This repository contains the code for the paper
J. Langley, M. Monteiro, C, Jones, N. Pawlowski, B. Glocker. Structured Uncertainty in the Observation Space of Variational Autoencoders. Transactions on Machine Learning Research. 2022 [OpenReview]
A virtual environment is recommended for this project. Create and activate a virtual environment as follows
python3 -m venv venv
source venv/bin/activate
Install required packages:
pip install -r requirements.txt
If running fails with a CUDA Runtime Error
: make sure you have installed the correct torch binary compiled with your CUDA version.
- You can find the CUDA version by running
nvidia-smi
- You can find the version of CUDA torch was compiled with by running the following python
import torch torch.version.cuda
If the do not match (at least in major version number), you will need to install the correct version of torch (and torchvision).
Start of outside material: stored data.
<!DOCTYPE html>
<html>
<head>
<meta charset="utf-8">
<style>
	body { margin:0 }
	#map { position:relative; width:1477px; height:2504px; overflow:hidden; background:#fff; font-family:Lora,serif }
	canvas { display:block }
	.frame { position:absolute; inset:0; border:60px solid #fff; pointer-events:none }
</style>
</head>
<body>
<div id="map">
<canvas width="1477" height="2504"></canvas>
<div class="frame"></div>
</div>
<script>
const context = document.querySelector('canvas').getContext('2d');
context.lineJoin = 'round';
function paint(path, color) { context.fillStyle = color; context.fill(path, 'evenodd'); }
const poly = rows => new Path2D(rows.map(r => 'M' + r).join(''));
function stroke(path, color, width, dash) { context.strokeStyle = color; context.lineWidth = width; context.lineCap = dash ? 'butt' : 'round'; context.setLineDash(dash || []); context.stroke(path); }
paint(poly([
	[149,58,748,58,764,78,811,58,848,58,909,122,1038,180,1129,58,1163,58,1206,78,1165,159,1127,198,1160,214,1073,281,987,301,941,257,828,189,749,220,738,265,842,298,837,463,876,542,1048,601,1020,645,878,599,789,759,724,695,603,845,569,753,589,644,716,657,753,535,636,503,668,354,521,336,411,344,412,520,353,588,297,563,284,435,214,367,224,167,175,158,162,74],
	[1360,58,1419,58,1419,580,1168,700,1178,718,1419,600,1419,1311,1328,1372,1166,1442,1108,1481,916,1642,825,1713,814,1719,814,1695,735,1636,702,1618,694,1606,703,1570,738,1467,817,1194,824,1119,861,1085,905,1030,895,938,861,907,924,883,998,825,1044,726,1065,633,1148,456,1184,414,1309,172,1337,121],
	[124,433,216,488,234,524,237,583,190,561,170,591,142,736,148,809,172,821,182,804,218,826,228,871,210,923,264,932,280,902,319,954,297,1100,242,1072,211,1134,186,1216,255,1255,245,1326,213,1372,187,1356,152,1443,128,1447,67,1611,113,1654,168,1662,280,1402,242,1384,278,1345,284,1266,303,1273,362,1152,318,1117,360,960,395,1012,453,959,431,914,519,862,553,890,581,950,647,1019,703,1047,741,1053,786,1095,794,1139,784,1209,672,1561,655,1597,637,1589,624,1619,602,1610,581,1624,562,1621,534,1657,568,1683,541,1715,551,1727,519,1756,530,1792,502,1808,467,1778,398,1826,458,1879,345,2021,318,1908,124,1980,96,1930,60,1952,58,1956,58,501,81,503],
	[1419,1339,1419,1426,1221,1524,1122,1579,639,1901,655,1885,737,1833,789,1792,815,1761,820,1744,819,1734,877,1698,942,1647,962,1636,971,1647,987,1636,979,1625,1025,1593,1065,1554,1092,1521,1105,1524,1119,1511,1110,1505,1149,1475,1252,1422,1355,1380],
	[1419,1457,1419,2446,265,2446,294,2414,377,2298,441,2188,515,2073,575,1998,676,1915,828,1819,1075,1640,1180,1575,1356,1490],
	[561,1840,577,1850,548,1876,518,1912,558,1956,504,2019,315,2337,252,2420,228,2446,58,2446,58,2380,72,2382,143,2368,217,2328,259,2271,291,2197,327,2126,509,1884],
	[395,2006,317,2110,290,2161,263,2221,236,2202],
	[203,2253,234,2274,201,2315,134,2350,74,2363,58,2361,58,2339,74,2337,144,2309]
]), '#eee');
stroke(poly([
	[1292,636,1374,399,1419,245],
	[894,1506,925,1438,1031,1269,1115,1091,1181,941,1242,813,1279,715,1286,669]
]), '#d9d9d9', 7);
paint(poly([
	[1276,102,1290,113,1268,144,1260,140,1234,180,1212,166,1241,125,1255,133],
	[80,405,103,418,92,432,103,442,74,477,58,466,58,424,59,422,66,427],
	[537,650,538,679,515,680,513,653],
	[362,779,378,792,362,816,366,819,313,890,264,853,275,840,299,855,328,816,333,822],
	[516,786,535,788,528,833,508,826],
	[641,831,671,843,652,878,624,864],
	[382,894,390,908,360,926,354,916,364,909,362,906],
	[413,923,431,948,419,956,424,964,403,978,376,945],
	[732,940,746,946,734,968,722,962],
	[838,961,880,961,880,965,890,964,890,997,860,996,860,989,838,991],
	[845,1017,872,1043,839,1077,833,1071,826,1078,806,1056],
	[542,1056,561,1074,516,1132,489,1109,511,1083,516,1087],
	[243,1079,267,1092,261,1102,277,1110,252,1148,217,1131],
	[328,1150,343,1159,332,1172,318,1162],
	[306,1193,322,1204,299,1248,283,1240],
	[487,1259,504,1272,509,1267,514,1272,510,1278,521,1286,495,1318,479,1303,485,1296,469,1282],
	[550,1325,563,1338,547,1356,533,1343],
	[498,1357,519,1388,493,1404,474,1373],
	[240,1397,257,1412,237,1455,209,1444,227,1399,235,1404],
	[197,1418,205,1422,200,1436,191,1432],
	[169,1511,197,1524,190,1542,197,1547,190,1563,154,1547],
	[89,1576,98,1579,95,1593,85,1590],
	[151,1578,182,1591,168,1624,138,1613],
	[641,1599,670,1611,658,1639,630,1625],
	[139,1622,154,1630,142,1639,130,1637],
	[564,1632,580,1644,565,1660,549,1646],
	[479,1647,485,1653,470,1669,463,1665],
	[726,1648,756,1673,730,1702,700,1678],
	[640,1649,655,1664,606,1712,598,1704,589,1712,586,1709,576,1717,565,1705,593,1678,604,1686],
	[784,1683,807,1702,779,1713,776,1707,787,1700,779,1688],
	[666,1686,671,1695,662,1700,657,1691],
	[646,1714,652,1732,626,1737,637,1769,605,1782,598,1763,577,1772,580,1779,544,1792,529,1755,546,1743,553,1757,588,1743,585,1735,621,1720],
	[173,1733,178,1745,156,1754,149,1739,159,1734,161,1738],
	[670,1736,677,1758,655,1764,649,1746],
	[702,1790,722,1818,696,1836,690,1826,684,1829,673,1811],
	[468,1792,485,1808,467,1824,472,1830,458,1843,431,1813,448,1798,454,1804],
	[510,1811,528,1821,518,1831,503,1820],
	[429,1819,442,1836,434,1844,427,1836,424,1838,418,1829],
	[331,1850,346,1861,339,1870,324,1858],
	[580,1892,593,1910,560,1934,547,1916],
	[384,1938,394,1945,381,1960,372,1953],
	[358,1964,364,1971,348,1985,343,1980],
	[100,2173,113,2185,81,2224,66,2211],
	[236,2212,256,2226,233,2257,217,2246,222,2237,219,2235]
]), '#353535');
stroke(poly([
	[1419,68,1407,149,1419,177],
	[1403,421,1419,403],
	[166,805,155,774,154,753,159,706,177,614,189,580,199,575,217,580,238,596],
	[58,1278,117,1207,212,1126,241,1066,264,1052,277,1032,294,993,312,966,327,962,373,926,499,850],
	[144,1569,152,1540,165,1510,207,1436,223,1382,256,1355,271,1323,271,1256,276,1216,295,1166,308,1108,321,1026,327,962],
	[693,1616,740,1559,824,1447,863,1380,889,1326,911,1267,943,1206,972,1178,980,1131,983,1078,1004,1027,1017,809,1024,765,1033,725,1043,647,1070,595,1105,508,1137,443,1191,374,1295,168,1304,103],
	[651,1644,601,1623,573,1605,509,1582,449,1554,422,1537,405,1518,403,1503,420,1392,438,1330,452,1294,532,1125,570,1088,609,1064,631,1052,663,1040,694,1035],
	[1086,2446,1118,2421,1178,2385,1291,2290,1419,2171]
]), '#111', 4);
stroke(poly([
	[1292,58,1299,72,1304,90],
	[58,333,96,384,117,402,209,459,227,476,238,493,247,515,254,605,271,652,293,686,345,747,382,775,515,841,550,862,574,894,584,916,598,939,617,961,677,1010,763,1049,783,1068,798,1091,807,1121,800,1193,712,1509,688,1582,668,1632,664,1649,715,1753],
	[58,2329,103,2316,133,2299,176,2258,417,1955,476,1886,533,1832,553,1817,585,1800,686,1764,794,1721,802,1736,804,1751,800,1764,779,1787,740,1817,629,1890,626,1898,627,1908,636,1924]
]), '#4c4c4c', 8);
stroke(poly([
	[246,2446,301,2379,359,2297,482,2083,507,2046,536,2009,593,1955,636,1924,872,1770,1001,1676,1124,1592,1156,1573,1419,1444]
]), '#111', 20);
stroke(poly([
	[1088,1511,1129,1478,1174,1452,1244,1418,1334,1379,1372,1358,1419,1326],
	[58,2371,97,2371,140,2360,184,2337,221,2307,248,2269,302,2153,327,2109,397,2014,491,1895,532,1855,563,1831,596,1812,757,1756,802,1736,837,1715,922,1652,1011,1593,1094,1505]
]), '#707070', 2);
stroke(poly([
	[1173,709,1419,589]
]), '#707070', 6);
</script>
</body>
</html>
To do so run the following command:
pip install torch==1.8.0+cu111 torchvision==0.9.0+cu111 -f https://download.pytorch.org/whl/torch_stable.html
With the correct torch (and torchvision) versions and and the right CUDA-compiled version. For example, the above command installs torch and torchvision versions 1.8.0 and 0.9.0 respectively with CUDA-compiled 11.1.
Now check torch.version.cuda
matches (in at least major version number) nvidia-smi
.
Good to go!
python main.py
For options run python src/main.py --help
to show the following:
usage: main.py [-h] [-g] [-f64] [-dnv] [-d] [-t] [-s] [-e EPOCHS]
[-b BATCH_SIZE] [-lr LEARNING_RATE] [-f LATENT_FEATURES]
[-r RANK] [-kl TARGET_KL] [-var TARGET_VAR] [-p PATCH_SIZE]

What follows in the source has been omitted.